» **EXERCISE BRIEF**: Copy out each line from the material where the word "block" is found.

** MATERIAL TO PROCESS follows **

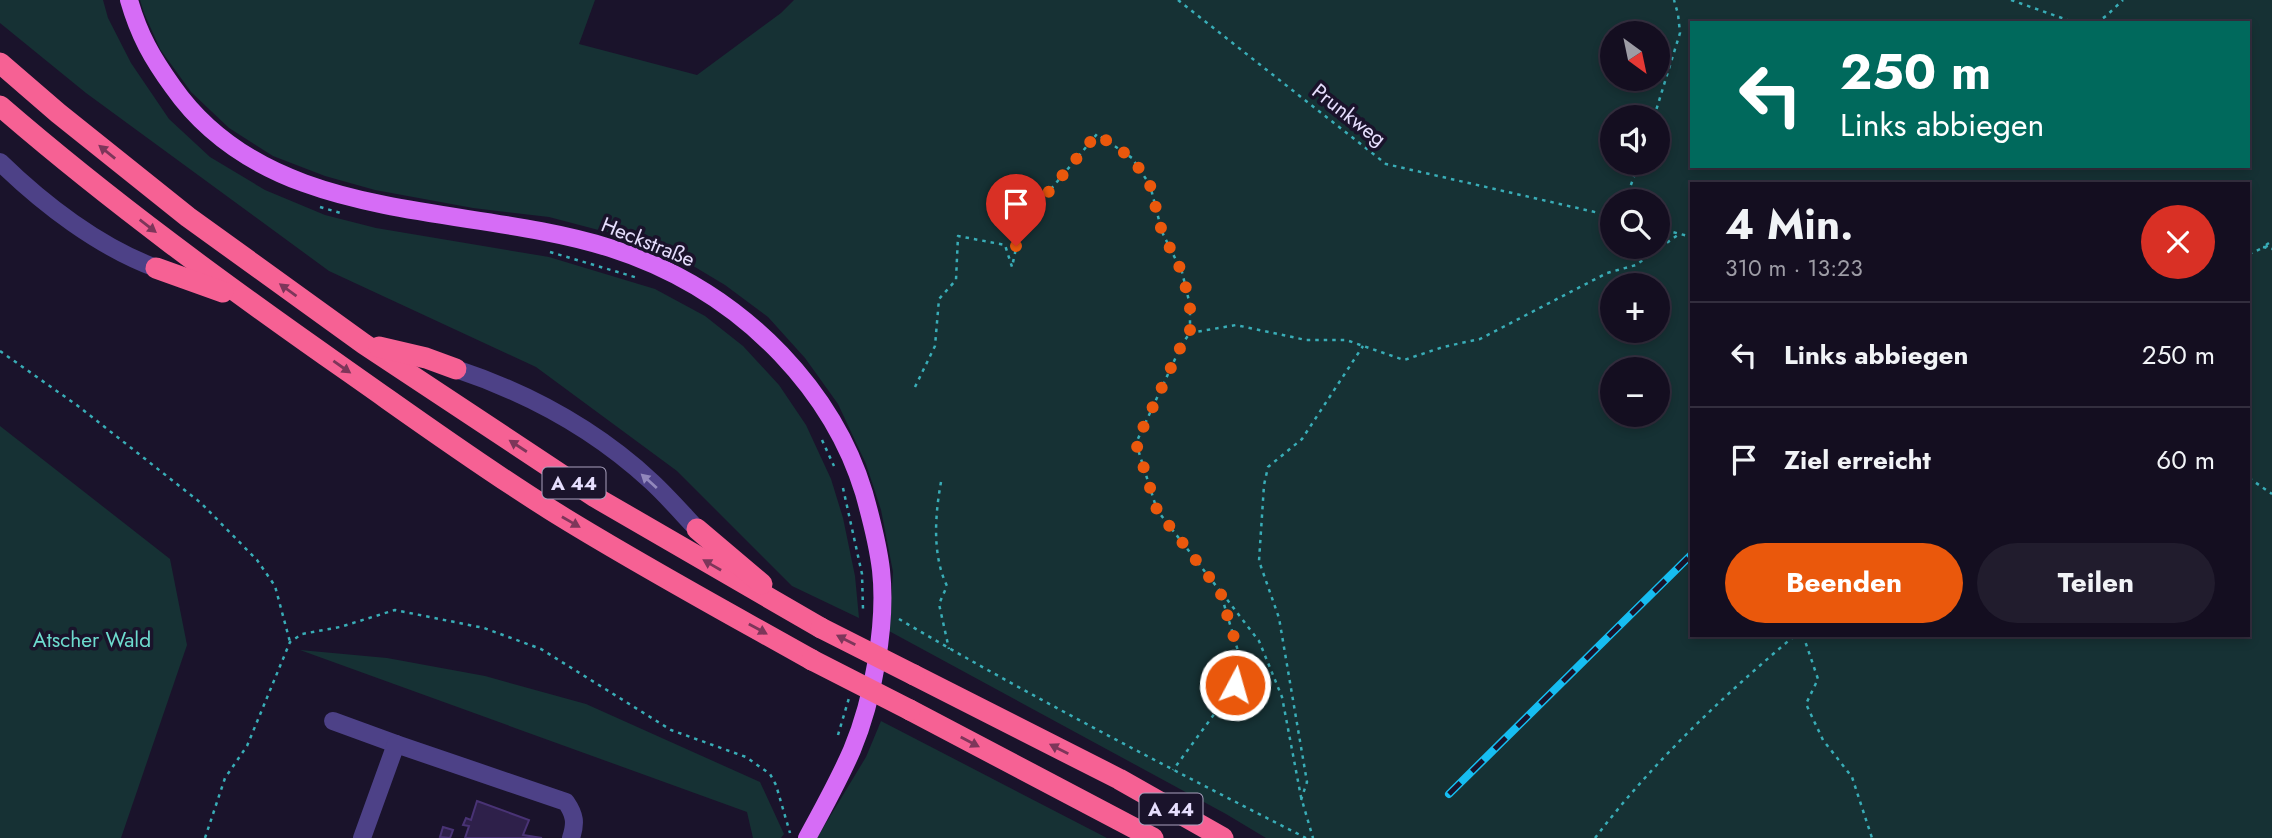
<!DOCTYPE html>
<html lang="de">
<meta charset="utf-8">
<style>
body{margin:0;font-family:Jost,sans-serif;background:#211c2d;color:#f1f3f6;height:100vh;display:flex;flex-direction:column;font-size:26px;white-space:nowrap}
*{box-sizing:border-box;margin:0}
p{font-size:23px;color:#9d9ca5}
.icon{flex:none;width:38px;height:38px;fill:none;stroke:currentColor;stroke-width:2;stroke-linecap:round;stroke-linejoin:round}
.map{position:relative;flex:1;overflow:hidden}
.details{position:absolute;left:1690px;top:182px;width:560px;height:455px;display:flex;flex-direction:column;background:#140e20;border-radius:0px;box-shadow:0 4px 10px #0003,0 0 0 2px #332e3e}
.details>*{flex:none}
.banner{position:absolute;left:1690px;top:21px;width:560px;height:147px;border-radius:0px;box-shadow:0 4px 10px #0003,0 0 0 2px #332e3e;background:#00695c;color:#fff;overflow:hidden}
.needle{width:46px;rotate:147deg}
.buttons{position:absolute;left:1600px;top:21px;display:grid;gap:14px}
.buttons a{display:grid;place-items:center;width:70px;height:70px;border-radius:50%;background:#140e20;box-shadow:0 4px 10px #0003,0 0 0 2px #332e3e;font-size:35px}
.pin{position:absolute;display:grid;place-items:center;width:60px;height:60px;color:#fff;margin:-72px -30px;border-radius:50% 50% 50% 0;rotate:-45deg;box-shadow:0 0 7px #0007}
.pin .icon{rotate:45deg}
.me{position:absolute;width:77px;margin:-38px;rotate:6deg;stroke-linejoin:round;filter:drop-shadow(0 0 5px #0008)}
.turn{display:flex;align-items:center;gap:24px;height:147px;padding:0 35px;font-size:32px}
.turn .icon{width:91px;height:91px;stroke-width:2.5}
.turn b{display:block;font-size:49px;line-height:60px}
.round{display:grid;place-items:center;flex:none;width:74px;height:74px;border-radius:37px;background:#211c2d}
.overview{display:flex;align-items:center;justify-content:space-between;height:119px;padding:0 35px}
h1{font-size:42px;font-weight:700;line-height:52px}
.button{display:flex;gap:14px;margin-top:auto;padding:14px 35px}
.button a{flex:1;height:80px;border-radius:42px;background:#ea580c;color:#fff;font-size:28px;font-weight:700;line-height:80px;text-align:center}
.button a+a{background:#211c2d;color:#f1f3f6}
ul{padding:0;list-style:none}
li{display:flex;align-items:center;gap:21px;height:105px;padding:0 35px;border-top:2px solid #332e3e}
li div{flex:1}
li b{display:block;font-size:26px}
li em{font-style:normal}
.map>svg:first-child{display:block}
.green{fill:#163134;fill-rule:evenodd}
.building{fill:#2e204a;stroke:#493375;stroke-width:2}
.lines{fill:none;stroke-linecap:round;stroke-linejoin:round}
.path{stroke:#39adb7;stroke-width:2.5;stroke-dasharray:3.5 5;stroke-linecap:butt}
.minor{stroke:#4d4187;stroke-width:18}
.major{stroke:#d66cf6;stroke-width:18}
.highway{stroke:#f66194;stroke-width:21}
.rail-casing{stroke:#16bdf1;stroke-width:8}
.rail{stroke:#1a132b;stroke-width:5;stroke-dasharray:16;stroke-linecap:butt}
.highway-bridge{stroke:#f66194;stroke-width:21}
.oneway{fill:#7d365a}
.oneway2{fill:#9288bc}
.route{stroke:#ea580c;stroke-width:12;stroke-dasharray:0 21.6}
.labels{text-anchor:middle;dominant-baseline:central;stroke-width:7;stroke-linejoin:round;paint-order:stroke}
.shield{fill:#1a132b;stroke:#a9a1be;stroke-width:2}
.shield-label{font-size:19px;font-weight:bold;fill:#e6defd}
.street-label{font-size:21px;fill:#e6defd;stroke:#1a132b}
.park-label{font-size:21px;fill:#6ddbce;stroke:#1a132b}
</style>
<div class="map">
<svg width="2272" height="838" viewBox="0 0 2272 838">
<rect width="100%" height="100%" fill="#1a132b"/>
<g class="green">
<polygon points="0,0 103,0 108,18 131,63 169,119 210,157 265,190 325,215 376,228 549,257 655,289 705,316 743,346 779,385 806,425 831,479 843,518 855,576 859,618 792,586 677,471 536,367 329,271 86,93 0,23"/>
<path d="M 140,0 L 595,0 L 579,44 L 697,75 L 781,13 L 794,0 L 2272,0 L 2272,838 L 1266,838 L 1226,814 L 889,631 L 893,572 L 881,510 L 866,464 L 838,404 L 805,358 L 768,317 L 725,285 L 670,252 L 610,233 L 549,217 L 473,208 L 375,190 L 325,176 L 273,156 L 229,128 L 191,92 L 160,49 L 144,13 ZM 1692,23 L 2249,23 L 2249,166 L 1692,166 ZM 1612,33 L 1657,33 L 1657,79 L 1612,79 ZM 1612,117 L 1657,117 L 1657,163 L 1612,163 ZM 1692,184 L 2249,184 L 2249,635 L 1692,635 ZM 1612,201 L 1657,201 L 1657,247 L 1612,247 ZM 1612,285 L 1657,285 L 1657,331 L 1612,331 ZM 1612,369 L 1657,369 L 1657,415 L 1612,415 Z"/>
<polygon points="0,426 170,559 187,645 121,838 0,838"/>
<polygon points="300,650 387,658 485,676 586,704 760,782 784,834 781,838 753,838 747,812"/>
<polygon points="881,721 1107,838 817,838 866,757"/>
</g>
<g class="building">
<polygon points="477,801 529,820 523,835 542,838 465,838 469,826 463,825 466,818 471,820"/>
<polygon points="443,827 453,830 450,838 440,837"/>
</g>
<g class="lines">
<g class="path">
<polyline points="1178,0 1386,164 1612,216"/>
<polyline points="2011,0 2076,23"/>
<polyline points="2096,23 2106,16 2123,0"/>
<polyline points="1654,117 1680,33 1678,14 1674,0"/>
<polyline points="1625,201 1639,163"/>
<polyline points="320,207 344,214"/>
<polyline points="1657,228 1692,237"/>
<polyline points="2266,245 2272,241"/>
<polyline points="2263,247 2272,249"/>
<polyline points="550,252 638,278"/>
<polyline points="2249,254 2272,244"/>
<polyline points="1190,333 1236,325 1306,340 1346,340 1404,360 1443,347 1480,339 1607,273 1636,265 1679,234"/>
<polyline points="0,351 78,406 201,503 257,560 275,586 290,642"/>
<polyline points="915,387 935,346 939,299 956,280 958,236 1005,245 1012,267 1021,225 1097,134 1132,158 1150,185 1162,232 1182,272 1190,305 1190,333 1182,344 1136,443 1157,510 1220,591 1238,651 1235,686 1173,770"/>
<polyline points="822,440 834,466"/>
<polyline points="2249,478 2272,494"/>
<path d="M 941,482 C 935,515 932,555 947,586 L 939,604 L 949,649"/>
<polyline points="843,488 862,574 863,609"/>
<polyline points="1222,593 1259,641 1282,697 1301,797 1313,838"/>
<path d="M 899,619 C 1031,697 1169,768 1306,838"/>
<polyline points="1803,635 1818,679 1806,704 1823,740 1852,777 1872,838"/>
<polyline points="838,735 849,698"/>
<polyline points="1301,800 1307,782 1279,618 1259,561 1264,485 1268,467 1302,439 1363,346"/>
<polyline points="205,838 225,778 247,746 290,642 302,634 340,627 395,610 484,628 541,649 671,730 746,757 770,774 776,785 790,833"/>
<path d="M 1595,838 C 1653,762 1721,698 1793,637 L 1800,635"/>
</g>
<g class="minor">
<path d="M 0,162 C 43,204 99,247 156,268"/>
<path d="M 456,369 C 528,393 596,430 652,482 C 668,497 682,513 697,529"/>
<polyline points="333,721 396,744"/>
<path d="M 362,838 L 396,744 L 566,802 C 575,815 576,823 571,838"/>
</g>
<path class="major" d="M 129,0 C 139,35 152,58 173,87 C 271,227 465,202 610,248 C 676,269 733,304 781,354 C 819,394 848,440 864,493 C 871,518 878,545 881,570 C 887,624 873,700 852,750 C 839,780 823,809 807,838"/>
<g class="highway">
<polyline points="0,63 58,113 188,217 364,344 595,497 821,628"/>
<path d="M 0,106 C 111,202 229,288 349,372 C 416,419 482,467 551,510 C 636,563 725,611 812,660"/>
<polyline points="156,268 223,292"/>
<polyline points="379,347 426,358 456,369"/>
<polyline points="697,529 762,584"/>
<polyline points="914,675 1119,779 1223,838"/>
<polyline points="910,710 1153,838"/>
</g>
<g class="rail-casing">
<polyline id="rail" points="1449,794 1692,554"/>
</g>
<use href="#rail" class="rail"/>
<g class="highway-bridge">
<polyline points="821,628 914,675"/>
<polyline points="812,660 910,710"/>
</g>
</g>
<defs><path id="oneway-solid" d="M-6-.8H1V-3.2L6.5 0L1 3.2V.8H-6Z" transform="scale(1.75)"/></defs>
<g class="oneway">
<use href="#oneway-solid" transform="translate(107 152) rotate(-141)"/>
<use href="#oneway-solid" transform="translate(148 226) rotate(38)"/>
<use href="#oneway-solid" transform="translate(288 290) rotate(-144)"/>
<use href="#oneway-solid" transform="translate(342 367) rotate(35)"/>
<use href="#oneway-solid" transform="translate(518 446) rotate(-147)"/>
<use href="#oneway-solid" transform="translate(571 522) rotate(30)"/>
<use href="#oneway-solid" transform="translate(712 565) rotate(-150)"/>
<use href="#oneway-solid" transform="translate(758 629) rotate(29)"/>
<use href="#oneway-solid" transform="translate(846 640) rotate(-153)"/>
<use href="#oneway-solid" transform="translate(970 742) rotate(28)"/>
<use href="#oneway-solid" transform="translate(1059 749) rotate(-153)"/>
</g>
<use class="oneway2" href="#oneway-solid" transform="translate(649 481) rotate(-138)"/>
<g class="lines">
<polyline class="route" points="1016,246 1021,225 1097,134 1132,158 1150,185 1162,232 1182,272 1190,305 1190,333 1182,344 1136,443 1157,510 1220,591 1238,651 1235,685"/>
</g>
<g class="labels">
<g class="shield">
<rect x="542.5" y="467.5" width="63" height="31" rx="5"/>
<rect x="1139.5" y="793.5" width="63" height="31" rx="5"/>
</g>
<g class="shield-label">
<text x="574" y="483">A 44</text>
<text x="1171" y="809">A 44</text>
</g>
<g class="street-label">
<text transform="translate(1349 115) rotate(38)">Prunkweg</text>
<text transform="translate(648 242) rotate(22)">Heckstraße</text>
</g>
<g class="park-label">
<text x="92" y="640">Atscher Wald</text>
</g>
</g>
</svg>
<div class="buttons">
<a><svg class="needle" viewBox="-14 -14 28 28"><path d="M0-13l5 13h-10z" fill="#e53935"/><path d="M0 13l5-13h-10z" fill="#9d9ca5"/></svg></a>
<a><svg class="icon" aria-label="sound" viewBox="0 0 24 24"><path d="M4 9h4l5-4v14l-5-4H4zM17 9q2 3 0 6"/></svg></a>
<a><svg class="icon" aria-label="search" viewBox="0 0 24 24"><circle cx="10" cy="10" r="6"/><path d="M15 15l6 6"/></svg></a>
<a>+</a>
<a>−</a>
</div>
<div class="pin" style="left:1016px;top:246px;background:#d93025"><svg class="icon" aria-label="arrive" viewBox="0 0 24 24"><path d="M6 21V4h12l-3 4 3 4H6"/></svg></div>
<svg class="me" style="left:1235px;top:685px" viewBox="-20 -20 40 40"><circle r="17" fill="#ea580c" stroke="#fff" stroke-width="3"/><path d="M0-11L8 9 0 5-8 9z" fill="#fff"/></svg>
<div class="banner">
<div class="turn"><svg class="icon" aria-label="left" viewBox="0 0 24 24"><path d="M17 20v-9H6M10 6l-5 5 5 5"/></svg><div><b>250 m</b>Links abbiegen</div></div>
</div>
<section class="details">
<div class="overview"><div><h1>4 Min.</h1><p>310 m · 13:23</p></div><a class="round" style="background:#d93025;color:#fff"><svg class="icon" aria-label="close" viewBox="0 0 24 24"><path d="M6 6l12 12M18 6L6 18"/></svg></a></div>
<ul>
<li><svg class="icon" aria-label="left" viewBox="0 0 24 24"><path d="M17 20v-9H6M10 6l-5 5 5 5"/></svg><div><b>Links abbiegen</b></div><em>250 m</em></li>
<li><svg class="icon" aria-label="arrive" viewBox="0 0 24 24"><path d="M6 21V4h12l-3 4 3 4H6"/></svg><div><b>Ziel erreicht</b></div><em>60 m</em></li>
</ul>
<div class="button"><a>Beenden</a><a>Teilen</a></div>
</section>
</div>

** End of MATERIAL TO PROCESS **

» **ANSWER BELOW**:
.turn b{display:block;font-size:49px;line-height:60px}
li b{display:block;font-size:26px}
.map>svg:first-child{display:block}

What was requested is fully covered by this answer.